Perhaps my thoughts on this perpetual question are best summed up by John Steinbeck, again quoting from East of Eden:
“And this I believe: that the free, exploring mind of the individual human is the most valuable thing in the world. And this I would fight for: the freedom of the mind to take any direction it wishes, undirected. And this I must fight against: any idea, religion, or government which limits or destroys the individual. This is what I am and what I am about. I can understand why a system built on a pattern must try to destroy the free mind, for that is one thing which can by inspection destroy such a system. Surely I can understand this, and I hate it and I will fight against it to preserve the one thing that separates us from the uncreative beasts. If the glory can be killed, we are lost.”
Enjoyed the reread, thanks for reposting.

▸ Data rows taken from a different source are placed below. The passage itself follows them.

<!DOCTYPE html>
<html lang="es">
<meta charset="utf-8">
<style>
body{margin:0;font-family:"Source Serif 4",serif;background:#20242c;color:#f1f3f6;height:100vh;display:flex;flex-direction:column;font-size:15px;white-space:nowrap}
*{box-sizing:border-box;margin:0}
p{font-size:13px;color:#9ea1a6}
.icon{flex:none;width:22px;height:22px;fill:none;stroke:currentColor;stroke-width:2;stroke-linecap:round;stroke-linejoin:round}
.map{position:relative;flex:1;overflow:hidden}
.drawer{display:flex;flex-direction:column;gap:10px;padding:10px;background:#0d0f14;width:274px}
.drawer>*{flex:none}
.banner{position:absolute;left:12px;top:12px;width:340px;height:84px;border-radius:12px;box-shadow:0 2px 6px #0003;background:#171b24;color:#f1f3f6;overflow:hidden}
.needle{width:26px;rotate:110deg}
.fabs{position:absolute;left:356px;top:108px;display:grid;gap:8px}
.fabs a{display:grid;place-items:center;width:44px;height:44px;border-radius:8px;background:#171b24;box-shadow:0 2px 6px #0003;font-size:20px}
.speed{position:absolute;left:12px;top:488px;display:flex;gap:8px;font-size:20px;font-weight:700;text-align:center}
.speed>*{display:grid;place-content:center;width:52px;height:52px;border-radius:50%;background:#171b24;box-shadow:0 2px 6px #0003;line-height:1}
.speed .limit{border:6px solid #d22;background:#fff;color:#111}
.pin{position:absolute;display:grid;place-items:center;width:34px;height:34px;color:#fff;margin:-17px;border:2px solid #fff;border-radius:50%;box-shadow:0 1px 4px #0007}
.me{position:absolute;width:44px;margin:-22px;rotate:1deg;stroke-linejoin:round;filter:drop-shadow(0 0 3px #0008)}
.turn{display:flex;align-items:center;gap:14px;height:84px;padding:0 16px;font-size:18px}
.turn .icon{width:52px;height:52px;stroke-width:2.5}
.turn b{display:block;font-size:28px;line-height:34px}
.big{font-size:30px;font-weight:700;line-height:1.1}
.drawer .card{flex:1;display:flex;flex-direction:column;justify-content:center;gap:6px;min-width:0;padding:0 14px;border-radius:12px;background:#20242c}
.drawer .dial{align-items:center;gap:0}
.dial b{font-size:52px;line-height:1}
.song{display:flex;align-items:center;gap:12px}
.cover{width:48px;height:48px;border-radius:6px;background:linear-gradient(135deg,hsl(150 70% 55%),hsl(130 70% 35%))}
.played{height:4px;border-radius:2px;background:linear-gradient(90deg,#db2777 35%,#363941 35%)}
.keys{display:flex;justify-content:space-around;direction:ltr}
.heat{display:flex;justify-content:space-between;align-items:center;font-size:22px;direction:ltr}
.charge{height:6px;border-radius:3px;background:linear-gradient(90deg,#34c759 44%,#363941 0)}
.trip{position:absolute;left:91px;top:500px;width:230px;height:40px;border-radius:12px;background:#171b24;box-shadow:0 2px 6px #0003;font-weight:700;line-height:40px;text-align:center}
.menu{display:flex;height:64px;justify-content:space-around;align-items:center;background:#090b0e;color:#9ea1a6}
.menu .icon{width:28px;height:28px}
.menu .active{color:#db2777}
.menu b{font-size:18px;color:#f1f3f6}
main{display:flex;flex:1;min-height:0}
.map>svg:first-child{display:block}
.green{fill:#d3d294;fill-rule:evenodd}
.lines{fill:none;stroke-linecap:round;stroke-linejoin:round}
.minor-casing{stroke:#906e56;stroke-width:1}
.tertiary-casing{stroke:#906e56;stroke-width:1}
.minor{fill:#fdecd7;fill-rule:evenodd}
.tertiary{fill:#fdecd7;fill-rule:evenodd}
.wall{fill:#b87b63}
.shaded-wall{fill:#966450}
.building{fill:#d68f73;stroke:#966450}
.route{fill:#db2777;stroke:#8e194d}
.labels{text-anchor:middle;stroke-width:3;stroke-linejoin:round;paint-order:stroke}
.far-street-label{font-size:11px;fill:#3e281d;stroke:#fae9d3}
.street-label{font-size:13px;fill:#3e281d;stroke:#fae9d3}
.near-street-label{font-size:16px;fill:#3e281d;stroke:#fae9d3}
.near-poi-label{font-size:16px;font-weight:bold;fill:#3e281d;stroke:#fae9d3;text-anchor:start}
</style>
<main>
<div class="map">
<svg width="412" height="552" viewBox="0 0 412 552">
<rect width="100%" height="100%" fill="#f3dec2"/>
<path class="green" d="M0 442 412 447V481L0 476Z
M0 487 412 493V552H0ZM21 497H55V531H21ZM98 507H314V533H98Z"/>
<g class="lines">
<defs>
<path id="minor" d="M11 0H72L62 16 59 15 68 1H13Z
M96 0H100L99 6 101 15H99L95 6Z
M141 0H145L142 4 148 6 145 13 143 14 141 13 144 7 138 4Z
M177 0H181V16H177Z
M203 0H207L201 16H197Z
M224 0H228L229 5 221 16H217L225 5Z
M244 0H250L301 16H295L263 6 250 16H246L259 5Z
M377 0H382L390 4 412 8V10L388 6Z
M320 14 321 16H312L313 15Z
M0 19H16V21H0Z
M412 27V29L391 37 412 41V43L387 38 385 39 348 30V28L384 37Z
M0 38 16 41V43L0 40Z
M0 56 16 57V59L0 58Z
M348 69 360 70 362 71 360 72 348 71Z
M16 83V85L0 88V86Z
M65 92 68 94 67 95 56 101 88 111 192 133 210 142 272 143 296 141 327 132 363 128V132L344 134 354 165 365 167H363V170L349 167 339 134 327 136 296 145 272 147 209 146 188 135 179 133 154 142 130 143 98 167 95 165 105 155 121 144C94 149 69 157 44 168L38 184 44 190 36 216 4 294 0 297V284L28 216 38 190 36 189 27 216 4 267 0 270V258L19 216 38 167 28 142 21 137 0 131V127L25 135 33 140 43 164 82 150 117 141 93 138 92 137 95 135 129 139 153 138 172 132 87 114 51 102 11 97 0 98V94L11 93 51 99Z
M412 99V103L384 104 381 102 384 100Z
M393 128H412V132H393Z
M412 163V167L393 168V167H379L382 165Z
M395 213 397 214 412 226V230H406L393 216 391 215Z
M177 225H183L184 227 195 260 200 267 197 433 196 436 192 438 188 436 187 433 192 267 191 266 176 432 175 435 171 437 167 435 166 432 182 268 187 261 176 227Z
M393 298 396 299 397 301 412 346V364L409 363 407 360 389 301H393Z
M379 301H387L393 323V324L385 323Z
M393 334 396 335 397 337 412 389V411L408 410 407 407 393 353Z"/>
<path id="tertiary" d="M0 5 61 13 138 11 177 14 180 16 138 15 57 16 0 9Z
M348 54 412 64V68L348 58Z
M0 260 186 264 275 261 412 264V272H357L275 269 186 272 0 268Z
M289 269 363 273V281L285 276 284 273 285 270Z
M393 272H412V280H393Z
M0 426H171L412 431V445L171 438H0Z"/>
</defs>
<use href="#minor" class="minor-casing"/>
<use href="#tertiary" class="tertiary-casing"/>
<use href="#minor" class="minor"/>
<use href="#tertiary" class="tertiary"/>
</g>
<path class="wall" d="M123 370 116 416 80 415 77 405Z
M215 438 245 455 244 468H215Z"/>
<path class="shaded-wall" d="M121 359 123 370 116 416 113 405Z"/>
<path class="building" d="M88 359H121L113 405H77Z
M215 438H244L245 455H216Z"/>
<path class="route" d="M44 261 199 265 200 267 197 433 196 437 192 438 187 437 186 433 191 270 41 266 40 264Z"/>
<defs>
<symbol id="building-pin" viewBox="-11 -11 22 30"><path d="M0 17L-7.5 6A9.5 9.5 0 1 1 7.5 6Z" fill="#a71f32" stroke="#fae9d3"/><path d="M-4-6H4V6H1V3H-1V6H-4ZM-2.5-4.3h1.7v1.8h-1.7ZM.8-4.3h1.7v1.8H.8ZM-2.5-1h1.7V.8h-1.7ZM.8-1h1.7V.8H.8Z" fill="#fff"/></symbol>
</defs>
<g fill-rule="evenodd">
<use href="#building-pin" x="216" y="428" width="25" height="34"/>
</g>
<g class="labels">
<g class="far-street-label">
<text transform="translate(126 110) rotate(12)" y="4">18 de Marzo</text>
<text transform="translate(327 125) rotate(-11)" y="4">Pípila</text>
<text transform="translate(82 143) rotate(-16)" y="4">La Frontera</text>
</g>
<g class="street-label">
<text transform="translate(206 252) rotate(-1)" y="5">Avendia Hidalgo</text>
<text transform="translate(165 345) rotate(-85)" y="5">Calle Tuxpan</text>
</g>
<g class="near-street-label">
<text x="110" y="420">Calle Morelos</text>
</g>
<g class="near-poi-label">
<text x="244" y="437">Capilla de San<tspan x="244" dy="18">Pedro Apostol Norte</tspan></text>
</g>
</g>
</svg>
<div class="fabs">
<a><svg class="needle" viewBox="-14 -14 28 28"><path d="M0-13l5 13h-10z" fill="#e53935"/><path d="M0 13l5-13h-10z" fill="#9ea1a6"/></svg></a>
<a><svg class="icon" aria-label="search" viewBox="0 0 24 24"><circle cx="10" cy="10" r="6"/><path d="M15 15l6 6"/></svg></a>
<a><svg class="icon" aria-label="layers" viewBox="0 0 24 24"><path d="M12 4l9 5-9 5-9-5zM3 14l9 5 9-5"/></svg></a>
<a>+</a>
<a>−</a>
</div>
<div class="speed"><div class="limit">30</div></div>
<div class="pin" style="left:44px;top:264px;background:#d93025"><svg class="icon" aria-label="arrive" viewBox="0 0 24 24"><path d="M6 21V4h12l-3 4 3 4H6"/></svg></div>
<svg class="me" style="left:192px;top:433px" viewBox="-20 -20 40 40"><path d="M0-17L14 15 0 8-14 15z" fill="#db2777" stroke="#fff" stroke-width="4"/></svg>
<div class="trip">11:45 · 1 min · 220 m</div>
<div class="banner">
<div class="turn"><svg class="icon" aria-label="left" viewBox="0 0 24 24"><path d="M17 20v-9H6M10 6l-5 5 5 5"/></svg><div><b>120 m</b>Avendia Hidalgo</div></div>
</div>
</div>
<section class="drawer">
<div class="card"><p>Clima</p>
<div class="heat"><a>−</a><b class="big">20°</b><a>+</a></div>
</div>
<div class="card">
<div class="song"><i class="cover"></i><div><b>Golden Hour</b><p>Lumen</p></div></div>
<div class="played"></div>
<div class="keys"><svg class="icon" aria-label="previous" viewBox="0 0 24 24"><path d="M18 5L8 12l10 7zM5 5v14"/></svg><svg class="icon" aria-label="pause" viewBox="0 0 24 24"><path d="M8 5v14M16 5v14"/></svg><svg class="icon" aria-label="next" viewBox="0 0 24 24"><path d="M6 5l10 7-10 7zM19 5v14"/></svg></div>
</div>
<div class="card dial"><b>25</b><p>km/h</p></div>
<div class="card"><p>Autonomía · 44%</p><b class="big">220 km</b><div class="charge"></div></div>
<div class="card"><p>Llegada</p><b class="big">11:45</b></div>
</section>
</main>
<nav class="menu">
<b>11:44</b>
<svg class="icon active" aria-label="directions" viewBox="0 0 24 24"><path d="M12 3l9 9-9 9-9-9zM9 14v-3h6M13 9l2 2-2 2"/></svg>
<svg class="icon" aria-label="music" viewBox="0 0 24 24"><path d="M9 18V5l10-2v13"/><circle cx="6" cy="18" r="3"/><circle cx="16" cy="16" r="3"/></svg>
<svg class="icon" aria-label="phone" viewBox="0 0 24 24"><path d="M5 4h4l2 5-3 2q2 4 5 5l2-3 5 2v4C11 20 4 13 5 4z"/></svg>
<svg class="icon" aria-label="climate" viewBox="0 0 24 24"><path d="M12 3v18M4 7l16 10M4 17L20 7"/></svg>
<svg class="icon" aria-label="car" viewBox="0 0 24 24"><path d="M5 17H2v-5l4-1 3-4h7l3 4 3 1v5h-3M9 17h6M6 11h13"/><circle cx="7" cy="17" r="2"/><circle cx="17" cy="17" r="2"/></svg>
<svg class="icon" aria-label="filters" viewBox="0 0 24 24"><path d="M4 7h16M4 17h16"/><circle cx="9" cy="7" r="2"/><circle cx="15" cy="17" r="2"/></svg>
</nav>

As you head toward the end of year one of your MPH program, and with another year and a half of Covid-time under your belt since writing this, I'm curious if your thoughts have evolved.
You wrote, "The path of individuality means asking questions and pursuing your own answers. Such a path takes effort. But even those who don’t wish for individual freedom themselves should allow others to pursue it, and not condemn it, for anyone’s originality has the potential to teach and assist others."
How does this square with the Covid vaccine and the individual freedom people are exercising in response to various vaccine requirements/expectations? Would Mill be warry of the pressures that governments are putting on their citizens to receive the vaccine?
Appreciate the thought-provoking writing and eager to discuss these ideas together.